_Work required_
All lines in the records below with the word "Square" must be returned.

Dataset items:
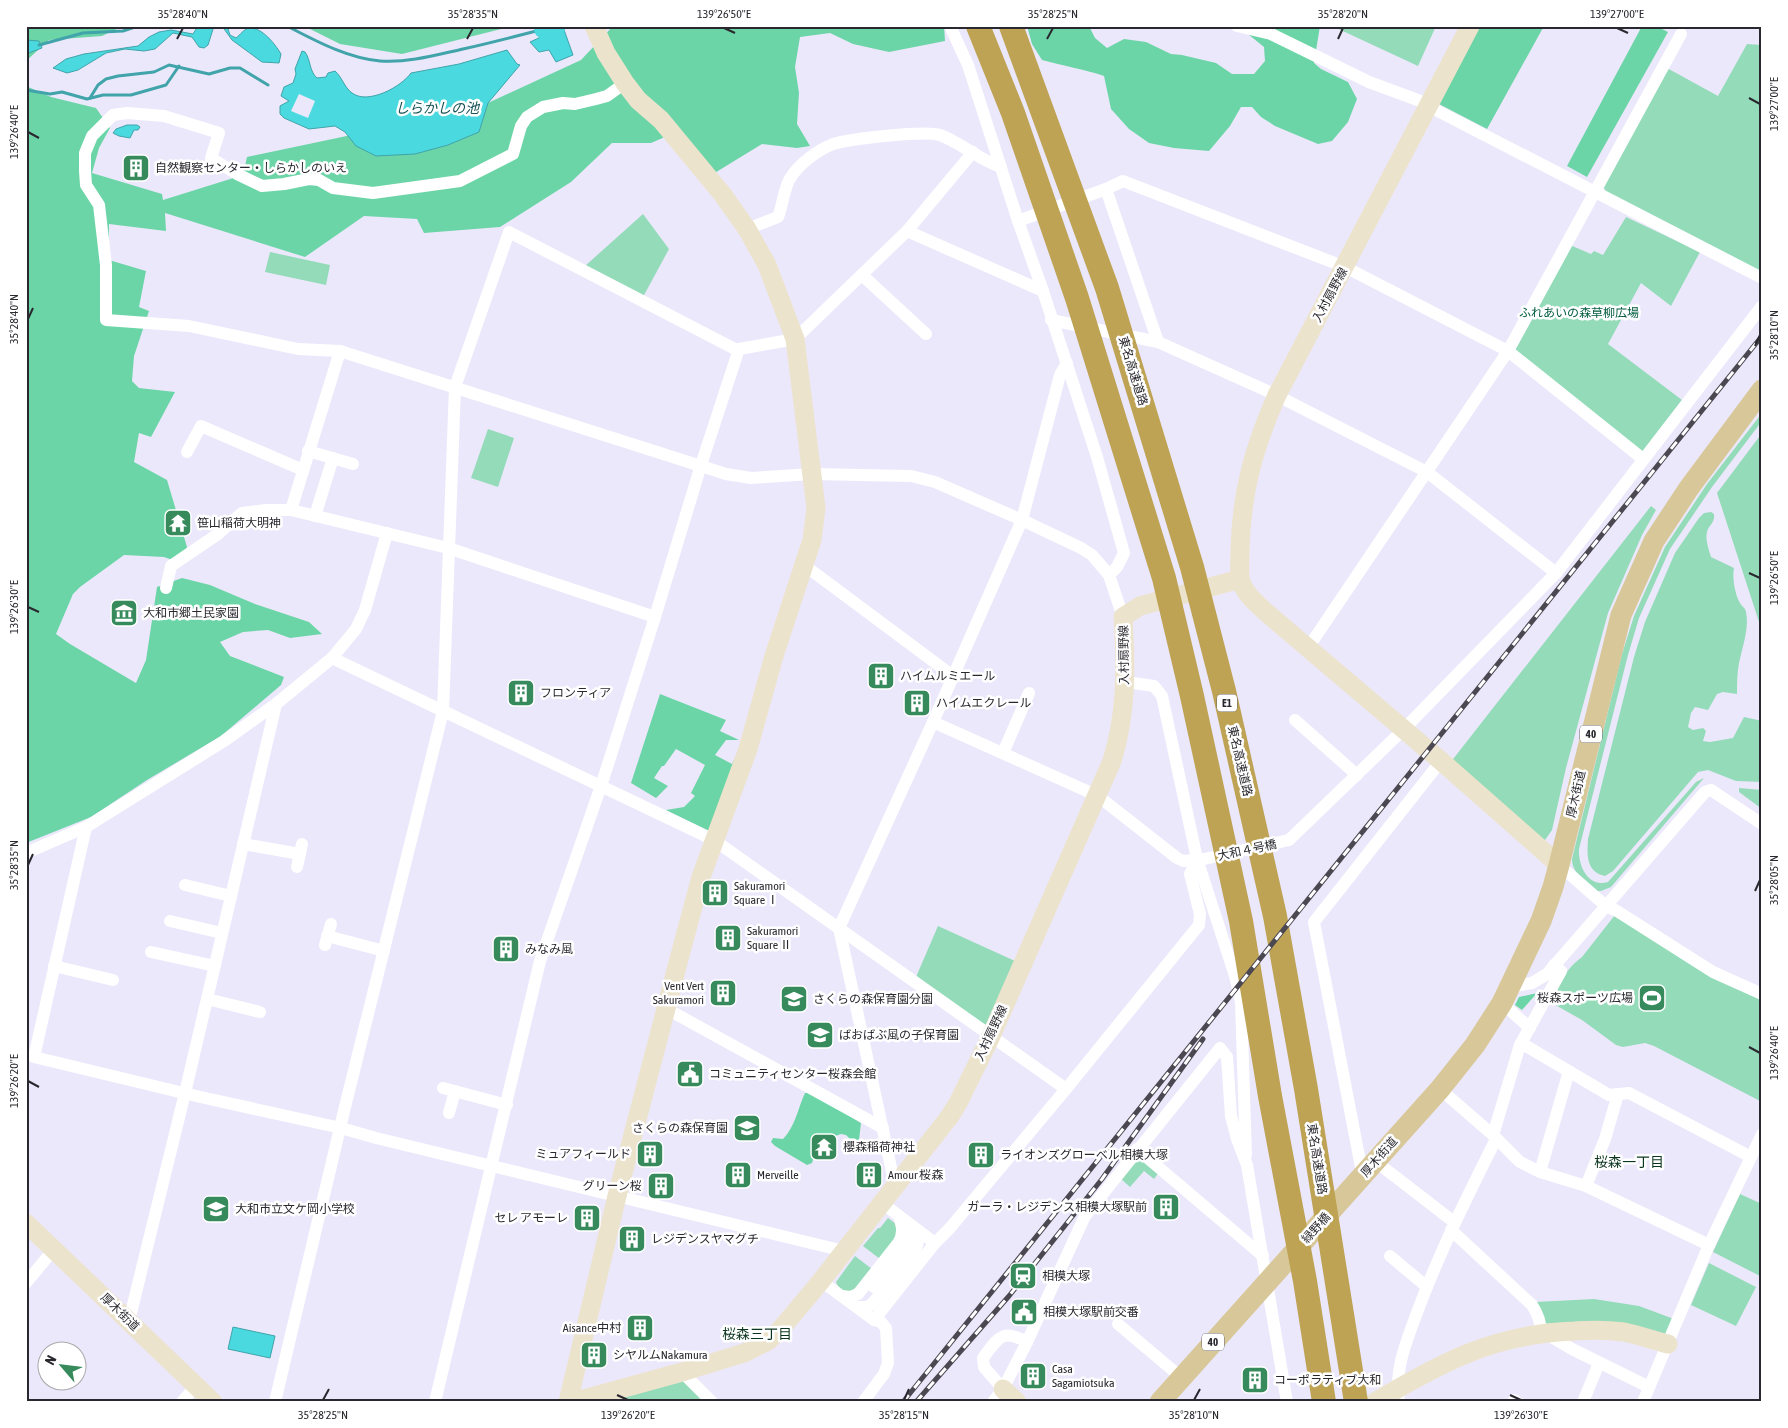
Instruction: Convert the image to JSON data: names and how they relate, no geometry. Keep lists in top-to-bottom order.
{
  "streets": {
    "highway": ["東名高速道路", "E1"],
    "main road": ["40", "厚木街道", "緑野橋"],
    "street": ["入村扇野線", "大和４号橋"]
  },
  "crossings": [
    ["40", "緑野橋"],
    ["厚木街道", "緑野橋"]
  ],
  "districts": ["桜森一丁目", "桜森三丁目"],
  "water": ["しらかしの池"],
  "parks": ["ふれあいの森草柳広場"],
  "places": {
    "building": [
      "自然観察センター・しらかしのいえ",
      "ハイムルミエール",
      "フロンティア",
      "ハイムエクレール",
      "Sakuramori Square Ⅰ",
      "Sakuramori Square Ⅱ",
      "みなみ風",
      "Vent Vert Sakuramori",
      "ミュアフィールド",
      "ライオンズグローベル相模大塚",
      "Merveille",
      "Amour 桜森",
      "グリーン桜",
      "ガーラ・レジデンス相模大塚駅前",
      "セレ アモーレ",
      "レジデンスヤマグチ",
      "Aisance中村",
      "シヤルムNakamura",
      "Casa Sagamiotsuka",
      "コーポラティブ大和"
    ],
    "temple": ["笹山稲荷大明神", "櫻森稲荷神社"],
    "museum": ["大和市郷土民家園"],
    "sports": ["桜森スポーツ広場"],
    "school or university": [
      "さくらの森保育園分園",
      "ばおばぶ風の子保育園",
      "さくらの森保育園",
      "大和市立文ケ岡小学校"
    ],
    "public building": ["コミュニティセンター桜森会館", "相模大塚駅前交番"],
    "station": ["相模大塚"]
  },
  "north": "top left",
  "coordinates": [
    "35°28'40\"N",
    "35°28'35\"N",
    "139°26'50\"E",
    "35°28'25\"N",
    "35°28'20\"N",
    "139°27'00\"E",
    "139°26'40\"E",
    "35°28'10\"N",
    "139°26'30\"E",
    "35°28'05\"N",
    "139°26'20\"E",
    "35°28'15\"N"
  ]
}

_Exercise result_
      "Sakuramori Square Ⅰ",
      "Sakuramori Square Ⅱ",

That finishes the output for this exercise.